Stanislas Kamanzi, the Minister of Natural Resources, while officiating at the opening of the forum, noted that there is need to forge strong political will, supported at all levels of decentralisation.
"Translating national policies and strategies into results on the ground is critical to improving access. However, these gains are only possible at the national level if the political leadership actively supports and drives progress towards the targets," Kamanzi explained
He added that in Rwanda, this support has come from the very top. The President identified sanitation as a key approach to reducing poverty under national poverty reduction strategies and other policies.
Kamanzi said the meeting is an opportunity to discuss various aspects of water including integrated water resource management, innovations in appropriate technology, Water governance and financing, youth empowerment and gender, climate change, sanitation and hygiene.
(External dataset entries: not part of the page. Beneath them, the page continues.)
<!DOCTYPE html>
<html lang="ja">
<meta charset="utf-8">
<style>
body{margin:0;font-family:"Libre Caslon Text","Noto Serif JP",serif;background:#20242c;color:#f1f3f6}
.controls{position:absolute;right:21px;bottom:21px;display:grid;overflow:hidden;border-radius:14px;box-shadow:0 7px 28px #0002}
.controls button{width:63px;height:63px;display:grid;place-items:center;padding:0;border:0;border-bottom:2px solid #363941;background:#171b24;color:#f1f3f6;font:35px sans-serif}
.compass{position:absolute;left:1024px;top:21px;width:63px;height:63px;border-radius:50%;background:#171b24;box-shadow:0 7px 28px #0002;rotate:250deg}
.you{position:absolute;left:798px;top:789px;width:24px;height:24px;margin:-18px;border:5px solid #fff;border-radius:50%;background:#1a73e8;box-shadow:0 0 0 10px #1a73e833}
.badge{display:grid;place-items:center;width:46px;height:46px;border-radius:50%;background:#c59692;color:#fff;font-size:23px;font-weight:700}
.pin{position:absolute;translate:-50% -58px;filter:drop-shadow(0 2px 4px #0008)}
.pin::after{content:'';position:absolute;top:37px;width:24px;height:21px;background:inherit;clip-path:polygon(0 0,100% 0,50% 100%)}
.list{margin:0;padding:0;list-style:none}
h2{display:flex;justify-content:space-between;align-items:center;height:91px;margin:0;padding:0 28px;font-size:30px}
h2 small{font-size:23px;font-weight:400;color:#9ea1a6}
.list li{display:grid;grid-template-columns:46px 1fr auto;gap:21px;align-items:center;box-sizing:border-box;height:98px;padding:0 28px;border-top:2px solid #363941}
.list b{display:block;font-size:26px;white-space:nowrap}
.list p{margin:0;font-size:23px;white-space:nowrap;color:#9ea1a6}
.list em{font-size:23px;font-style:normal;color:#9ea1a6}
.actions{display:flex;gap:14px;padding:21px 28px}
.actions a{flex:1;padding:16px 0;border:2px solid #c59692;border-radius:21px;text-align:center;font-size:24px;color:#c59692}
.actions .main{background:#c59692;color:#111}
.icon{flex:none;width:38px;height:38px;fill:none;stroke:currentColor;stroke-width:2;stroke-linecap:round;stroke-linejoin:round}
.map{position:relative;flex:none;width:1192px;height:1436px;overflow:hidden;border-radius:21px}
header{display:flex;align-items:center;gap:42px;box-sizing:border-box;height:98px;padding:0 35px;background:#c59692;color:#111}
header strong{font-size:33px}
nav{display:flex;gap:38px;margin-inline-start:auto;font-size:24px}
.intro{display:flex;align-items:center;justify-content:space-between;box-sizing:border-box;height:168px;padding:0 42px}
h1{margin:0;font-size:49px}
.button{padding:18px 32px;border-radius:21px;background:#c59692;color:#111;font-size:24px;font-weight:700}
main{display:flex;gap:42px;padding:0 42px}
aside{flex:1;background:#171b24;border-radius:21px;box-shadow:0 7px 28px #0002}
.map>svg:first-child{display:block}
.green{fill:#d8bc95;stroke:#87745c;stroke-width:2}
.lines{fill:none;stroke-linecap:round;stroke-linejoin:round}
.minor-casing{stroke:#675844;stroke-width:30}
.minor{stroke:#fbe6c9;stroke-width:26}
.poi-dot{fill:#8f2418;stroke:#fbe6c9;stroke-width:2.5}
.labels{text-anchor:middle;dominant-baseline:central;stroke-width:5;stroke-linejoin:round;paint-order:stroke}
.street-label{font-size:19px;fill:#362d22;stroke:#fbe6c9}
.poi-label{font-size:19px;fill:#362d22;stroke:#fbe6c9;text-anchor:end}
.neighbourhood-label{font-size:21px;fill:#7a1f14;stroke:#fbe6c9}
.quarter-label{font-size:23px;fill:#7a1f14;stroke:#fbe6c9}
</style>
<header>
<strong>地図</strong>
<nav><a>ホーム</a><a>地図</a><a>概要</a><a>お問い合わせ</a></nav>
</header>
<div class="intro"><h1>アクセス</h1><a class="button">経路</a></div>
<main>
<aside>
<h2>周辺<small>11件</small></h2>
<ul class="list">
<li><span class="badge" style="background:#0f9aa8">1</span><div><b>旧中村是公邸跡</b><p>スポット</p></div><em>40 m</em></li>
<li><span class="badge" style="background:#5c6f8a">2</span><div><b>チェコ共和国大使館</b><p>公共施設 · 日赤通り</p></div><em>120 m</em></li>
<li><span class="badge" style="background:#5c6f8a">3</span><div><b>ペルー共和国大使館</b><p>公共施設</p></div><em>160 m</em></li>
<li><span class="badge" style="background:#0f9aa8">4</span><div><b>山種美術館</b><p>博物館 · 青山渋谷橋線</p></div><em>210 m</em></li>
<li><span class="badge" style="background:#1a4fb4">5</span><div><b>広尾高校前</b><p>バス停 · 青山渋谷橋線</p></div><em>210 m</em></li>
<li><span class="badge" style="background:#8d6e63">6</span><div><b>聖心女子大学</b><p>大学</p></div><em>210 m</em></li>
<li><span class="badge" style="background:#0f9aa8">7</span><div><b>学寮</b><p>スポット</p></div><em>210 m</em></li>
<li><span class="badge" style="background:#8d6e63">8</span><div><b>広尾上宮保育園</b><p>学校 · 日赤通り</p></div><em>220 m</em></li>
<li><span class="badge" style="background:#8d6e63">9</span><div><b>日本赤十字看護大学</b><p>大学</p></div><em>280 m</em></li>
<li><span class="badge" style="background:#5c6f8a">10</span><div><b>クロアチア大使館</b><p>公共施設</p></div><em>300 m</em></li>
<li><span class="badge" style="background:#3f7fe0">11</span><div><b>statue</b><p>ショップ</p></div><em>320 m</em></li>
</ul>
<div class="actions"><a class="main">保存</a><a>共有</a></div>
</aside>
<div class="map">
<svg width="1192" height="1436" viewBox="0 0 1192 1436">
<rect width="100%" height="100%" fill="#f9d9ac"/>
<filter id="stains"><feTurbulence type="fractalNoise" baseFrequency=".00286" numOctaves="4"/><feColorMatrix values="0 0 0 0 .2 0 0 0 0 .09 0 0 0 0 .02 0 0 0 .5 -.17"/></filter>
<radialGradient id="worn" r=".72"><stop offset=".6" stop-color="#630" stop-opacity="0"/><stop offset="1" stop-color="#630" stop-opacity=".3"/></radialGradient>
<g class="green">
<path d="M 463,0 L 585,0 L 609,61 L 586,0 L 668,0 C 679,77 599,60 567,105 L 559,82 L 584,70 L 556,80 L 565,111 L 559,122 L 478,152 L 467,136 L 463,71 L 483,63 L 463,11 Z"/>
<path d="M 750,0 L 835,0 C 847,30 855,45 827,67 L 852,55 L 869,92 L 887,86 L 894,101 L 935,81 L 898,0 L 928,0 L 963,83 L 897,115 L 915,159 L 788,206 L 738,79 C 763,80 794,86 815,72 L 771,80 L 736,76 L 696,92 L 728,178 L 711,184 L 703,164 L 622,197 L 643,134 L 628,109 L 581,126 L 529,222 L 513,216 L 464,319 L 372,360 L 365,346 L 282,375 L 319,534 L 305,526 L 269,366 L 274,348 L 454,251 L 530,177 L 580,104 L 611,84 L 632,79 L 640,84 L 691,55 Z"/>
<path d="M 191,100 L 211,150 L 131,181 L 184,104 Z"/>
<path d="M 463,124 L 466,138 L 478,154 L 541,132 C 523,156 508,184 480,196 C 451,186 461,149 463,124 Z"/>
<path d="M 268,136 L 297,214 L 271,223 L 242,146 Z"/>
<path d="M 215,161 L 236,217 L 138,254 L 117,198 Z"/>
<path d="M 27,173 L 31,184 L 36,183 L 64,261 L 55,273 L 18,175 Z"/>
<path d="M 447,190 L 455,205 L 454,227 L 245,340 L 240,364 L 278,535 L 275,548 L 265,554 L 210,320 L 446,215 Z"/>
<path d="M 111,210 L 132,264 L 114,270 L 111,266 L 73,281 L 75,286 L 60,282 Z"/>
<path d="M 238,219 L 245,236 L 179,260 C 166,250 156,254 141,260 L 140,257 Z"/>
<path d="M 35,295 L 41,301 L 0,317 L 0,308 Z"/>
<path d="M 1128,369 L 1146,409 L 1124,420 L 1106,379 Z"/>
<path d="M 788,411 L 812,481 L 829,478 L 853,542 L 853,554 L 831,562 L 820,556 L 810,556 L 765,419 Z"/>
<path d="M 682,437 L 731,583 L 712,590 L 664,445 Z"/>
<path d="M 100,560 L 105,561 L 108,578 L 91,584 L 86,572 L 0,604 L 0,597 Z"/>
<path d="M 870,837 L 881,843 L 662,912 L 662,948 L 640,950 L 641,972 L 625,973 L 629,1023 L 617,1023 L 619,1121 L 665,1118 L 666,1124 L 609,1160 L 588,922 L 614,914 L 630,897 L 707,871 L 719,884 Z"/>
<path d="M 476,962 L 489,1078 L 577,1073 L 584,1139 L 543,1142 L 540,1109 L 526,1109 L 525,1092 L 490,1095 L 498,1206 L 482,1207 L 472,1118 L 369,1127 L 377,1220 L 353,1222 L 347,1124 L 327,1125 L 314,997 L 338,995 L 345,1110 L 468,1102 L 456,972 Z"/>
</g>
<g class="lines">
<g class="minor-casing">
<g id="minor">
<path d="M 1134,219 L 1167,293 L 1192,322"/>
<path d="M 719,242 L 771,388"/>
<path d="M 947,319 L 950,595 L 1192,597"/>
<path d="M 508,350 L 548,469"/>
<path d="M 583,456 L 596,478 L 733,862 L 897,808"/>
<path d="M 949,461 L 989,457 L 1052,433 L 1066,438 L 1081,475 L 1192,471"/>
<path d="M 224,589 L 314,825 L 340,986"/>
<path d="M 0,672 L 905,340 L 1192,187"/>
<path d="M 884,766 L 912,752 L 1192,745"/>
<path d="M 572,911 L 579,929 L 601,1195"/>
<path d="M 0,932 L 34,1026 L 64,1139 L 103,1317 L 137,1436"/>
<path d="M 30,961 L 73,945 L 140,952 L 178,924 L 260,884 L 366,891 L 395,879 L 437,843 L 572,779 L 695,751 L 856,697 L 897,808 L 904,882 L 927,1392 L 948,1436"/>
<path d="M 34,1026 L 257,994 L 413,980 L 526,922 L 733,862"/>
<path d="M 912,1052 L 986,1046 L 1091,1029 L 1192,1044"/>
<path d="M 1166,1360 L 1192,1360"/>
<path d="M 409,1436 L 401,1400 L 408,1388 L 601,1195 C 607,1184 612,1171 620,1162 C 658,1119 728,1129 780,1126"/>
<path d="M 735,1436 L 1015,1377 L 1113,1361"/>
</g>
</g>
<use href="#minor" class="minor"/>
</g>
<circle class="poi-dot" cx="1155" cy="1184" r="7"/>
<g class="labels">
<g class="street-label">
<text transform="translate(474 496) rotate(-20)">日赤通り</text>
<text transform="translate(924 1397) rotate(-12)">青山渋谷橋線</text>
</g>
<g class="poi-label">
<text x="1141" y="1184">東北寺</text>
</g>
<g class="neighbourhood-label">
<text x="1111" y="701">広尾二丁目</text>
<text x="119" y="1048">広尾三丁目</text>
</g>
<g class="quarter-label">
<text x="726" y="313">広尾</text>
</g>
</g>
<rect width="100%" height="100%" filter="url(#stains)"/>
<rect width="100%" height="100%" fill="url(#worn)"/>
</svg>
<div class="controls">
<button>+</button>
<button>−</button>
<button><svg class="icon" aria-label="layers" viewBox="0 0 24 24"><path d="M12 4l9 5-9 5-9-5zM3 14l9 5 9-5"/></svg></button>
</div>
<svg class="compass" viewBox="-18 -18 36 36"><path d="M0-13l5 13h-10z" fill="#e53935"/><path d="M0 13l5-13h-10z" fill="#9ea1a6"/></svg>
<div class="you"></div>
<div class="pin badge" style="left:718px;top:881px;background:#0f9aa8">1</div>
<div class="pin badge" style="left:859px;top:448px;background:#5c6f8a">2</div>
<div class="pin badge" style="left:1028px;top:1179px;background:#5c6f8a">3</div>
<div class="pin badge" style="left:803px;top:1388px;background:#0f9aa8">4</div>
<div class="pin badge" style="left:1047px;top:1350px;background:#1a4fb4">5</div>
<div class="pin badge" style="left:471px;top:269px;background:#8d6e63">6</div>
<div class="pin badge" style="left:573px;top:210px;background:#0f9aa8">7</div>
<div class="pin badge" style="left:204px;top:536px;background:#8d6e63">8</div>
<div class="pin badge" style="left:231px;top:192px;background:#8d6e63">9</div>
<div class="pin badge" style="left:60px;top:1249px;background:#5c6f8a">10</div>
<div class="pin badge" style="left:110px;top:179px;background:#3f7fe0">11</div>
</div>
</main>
"Water scarcity is one of the leading problems affecting more than 1.1 billion people globally. The struggle for access to clean drinking water in Africa contributes daily to the stalling and reversal of human progress on the continent," said one of the participants.
The Young Water Professionals is a forum comprised of water professionals and students below the age of 35 and the main focus of the YWP is to engage the youth in the water sector to prepare them to become the future leaders of the water sector.
The theme of the three-day conference is focusing on "Water for the future: A contribution of the Youth". It brings together the East African young water professionals, senior water professionals and other various stakeholders to support the continuous development of a workforce adequate in size, capable in skills and strong in leadership to make a valuable contribution in addressing the issue of water for the present and the future.